• _How to complete this task_: Until the line containing "height:22px; margin:-11px; padding:0" has been reproduced, keep reproducing each line of the material below exactly, starting with the first.

# # #

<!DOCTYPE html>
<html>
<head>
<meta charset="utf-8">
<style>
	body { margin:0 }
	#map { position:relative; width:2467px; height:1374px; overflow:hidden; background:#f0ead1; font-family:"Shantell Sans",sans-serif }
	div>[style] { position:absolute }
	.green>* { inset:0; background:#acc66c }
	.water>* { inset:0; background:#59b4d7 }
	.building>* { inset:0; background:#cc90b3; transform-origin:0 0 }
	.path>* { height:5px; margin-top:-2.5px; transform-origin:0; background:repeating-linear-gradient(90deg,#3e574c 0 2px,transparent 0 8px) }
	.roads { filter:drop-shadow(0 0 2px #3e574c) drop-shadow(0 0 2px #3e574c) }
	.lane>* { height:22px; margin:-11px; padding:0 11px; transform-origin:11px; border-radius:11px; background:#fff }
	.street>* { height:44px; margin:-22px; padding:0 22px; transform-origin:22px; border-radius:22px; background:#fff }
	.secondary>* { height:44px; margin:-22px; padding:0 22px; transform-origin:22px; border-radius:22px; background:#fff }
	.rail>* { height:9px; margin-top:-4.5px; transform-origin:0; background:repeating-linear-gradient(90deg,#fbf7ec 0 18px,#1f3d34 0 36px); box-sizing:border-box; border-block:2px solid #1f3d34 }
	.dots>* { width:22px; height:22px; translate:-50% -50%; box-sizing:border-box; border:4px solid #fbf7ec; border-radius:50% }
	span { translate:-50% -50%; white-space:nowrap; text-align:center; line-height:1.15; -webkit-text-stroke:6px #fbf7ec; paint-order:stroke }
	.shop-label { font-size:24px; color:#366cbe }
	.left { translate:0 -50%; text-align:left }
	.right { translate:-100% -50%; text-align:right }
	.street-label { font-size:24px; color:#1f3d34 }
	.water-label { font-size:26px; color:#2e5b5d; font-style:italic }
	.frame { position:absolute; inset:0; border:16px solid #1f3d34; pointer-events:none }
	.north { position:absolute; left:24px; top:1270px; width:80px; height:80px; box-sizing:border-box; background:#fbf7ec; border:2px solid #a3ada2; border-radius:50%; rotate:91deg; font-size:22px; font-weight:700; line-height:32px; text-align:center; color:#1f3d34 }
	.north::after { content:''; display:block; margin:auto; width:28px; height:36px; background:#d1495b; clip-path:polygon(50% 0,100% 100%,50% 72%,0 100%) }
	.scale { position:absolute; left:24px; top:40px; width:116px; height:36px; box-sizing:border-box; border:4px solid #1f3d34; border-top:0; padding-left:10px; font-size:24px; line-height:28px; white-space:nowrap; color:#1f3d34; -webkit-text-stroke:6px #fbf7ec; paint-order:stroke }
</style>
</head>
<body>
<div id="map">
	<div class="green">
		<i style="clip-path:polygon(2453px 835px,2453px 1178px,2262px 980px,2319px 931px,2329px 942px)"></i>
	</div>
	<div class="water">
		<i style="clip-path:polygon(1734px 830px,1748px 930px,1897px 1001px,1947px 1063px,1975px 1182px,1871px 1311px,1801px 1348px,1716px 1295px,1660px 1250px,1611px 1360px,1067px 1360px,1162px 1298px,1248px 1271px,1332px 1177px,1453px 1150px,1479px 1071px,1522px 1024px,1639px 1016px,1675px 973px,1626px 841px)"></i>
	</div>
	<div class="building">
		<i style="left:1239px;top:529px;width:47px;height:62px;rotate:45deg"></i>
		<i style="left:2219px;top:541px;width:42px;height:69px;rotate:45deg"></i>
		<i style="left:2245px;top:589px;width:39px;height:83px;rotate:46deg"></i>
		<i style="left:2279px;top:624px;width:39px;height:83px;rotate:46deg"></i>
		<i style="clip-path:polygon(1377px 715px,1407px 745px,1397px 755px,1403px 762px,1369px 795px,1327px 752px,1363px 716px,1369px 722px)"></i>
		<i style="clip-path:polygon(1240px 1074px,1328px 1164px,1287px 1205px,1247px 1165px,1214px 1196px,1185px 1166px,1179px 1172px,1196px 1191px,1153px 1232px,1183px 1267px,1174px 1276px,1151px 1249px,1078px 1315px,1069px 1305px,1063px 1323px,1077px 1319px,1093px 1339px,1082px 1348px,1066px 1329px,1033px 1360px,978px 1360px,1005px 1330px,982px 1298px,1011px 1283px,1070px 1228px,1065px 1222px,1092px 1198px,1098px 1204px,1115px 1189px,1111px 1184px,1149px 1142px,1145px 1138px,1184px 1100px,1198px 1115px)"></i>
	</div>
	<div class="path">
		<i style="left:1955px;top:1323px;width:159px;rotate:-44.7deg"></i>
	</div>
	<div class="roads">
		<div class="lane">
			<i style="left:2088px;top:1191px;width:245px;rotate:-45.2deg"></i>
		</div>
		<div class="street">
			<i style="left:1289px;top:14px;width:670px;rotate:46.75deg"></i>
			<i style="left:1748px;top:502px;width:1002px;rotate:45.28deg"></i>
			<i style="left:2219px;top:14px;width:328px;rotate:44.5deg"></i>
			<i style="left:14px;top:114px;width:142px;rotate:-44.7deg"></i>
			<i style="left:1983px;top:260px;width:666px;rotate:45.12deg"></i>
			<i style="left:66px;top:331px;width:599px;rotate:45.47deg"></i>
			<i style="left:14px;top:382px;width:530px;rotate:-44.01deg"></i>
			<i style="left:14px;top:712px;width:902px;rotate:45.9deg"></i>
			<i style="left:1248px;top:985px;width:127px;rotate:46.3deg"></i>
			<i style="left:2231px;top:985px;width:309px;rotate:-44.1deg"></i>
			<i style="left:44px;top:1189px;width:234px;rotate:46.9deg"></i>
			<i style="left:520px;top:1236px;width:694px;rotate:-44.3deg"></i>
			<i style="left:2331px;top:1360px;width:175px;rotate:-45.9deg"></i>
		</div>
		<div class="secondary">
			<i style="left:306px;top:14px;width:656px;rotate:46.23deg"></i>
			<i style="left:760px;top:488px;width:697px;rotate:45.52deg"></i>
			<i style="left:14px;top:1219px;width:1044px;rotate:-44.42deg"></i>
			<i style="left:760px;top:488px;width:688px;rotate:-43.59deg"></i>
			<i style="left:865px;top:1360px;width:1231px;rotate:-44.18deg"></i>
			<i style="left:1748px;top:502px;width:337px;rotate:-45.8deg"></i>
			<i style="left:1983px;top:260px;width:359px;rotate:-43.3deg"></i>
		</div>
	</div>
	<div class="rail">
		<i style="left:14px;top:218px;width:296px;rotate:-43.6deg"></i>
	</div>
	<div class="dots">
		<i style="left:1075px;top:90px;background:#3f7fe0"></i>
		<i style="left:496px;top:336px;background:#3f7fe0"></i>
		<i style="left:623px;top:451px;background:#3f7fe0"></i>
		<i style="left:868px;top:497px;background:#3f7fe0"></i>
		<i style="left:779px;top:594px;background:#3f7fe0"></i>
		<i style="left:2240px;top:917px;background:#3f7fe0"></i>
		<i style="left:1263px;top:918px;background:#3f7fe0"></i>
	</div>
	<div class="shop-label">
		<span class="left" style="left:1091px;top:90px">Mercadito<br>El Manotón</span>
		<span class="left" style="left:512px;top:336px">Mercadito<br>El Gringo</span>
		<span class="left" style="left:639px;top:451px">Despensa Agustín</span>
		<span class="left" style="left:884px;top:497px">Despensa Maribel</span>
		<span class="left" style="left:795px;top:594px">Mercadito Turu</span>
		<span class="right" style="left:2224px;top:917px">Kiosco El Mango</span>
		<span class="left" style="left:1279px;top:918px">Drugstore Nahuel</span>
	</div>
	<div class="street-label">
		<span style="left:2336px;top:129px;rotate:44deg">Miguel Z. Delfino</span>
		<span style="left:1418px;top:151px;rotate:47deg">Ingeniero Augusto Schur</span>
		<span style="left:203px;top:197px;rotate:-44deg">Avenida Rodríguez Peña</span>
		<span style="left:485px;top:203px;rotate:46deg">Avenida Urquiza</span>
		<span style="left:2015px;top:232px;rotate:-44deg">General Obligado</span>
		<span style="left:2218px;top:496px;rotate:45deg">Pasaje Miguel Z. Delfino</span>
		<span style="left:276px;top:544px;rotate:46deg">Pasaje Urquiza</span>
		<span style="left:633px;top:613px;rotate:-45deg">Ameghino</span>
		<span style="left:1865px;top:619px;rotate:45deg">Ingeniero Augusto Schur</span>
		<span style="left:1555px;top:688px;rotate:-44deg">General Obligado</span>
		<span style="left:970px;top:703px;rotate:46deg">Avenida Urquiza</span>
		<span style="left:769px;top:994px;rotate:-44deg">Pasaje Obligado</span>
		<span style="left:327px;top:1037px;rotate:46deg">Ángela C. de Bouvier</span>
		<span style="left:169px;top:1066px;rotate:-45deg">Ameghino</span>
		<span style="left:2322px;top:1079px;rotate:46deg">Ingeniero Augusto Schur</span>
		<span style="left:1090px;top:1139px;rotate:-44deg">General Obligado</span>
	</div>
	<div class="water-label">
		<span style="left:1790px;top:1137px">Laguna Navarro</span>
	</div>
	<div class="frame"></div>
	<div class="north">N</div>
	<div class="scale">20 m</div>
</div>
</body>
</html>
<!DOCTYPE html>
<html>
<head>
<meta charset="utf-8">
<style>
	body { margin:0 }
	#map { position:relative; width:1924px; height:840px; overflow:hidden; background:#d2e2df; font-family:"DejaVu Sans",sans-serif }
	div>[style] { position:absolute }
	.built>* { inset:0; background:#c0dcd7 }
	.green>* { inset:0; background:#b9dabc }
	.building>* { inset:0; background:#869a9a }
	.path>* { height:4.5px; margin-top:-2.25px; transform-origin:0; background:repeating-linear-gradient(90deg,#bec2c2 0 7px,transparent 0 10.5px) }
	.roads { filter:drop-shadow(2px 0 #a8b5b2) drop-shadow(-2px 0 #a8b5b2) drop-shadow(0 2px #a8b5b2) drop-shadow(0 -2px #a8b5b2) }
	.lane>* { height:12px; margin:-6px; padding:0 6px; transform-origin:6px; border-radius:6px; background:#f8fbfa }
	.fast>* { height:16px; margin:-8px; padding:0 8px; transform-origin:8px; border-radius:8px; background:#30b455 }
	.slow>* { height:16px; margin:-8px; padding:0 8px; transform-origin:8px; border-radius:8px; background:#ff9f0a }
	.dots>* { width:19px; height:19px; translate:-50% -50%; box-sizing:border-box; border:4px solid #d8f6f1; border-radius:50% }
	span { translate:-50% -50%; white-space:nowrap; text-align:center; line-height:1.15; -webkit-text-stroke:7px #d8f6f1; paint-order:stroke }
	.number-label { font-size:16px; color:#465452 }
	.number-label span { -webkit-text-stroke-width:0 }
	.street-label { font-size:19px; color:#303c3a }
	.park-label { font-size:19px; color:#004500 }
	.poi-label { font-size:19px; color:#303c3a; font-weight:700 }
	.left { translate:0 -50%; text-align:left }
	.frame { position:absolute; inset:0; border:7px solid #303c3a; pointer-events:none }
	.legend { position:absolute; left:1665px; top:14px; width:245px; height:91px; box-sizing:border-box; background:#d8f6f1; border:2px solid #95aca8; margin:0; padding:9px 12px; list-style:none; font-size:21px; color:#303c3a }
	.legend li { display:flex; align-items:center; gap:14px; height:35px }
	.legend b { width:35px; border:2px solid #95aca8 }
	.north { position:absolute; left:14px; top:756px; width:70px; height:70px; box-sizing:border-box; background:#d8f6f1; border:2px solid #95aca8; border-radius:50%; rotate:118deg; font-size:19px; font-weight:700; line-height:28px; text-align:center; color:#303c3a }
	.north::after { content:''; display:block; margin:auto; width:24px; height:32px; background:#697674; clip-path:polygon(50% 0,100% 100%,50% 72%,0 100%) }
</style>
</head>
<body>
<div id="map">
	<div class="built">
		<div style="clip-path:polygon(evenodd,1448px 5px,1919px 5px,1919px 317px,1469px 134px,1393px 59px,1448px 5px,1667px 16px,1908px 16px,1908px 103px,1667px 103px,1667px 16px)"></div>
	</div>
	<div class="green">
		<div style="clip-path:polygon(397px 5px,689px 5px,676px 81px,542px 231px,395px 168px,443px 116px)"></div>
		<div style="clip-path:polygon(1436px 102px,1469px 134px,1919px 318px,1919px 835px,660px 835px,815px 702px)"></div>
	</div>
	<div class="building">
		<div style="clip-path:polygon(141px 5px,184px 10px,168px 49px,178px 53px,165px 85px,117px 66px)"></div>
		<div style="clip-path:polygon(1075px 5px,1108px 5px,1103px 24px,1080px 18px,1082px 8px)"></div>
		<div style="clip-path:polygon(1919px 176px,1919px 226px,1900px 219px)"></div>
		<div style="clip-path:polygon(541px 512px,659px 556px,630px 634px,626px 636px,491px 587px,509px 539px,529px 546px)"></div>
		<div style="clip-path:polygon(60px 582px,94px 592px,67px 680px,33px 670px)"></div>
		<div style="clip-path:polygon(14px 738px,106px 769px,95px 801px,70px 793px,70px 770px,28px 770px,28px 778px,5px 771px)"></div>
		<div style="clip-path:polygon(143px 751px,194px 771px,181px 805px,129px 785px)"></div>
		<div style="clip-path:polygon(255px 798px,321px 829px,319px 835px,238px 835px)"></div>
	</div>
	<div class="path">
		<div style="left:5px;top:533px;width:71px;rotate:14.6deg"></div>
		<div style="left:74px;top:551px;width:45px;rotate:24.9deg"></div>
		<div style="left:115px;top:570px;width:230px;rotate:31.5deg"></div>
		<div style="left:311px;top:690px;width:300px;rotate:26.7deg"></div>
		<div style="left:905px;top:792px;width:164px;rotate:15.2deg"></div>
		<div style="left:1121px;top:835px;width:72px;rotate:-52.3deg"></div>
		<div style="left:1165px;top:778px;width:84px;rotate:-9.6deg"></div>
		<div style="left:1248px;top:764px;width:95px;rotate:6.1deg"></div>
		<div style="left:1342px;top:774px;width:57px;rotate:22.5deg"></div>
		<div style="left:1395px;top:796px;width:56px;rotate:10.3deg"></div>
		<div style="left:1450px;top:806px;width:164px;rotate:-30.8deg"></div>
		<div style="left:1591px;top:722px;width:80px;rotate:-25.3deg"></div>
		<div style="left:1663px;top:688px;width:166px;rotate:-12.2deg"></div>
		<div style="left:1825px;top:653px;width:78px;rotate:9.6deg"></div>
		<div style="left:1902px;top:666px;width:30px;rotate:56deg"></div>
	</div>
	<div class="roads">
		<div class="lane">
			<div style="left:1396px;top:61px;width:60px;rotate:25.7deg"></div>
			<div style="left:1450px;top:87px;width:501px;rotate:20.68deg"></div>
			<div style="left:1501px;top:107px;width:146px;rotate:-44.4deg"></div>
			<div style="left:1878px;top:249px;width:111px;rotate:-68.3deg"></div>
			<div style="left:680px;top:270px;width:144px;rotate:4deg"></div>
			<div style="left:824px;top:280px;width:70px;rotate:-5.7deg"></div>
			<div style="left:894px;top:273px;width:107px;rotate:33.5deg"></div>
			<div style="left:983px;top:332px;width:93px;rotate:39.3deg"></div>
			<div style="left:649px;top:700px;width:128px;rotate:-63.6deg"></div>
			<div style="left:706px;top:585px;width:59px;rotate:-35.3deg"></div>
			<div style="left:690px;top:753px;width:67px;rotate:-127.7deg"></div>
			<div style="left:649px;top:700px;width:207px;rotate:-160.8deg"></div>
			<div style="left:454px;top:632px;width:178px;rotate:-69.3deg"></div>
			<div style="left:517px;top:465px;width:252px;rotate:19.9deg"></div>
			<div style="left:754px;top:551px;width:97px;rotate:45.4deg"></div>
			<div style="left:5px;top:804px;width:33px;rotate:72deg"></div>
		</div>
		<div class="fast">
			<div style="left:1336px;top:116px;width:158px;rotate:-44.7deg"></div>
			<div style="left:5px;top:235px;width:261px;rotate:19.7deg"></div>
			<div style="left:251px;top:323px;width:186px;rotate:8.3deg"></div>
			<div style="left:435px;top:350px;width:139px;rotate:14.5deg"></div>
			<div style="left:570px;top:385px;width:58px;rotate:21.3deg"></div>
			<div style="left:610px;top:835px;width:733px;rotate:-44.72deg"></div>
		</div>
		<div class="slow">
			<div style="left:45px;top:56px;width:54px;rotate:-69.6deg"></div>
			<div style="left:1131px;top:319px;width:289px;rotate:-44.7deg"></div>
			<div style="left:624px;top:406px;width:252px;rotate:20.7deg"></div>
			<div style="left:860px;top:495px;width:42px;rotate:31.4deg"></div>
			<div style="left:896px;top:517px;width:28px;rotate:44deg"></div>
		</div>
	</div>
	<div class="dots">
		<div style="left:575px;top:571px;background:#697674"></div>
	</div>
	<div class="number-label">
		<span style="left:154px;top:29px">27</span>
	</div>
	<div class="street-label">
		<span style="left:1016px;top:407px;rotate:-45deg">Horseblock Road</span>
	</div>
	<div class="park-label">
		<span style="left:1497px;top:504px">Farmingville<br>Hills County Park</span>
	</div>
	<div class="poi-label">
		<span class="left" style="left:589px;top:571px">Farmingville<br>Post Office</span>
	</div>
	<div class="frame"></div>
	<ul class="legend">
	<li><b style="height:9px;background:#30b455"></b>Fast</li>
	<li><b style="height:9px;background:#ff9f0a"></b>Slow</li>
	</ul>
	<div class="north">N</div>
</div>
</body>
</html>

# # #

• _Solution_:
<!DOCTYPE html>
<html>
<head>
<meta charset="utf-8">
<style>
	body { margin:0 }
	#map { position:relative; width:2467px; height:1374px; overflow:hidden; background:#f0ead1; font-family:"Shantell Sans",sans-serif }
	div>[style] { position:absolute }
	.green>* { inset:0; background:#acc66c }
	.water>* { inset:0; background:#59b4d7 }
	.building>* { inset:0; background:#cc90b3; transform-origin:0 0 }
	.path>* { height:5px; margin-top:-2.5px; transform-origin:0; background:repeating-linear-gradient(90deg,#3e574c 0 2px,transparent 0 8px) }
	.roads { filter:drop-shadow(0 0 2px #3e574c) drop-shadow(0 0 2px #3e574c) }
	.lane>* { height:22px; margin:-11px; padding:0 11px; transform-origin:11px; border-radius:11px; background:#fff }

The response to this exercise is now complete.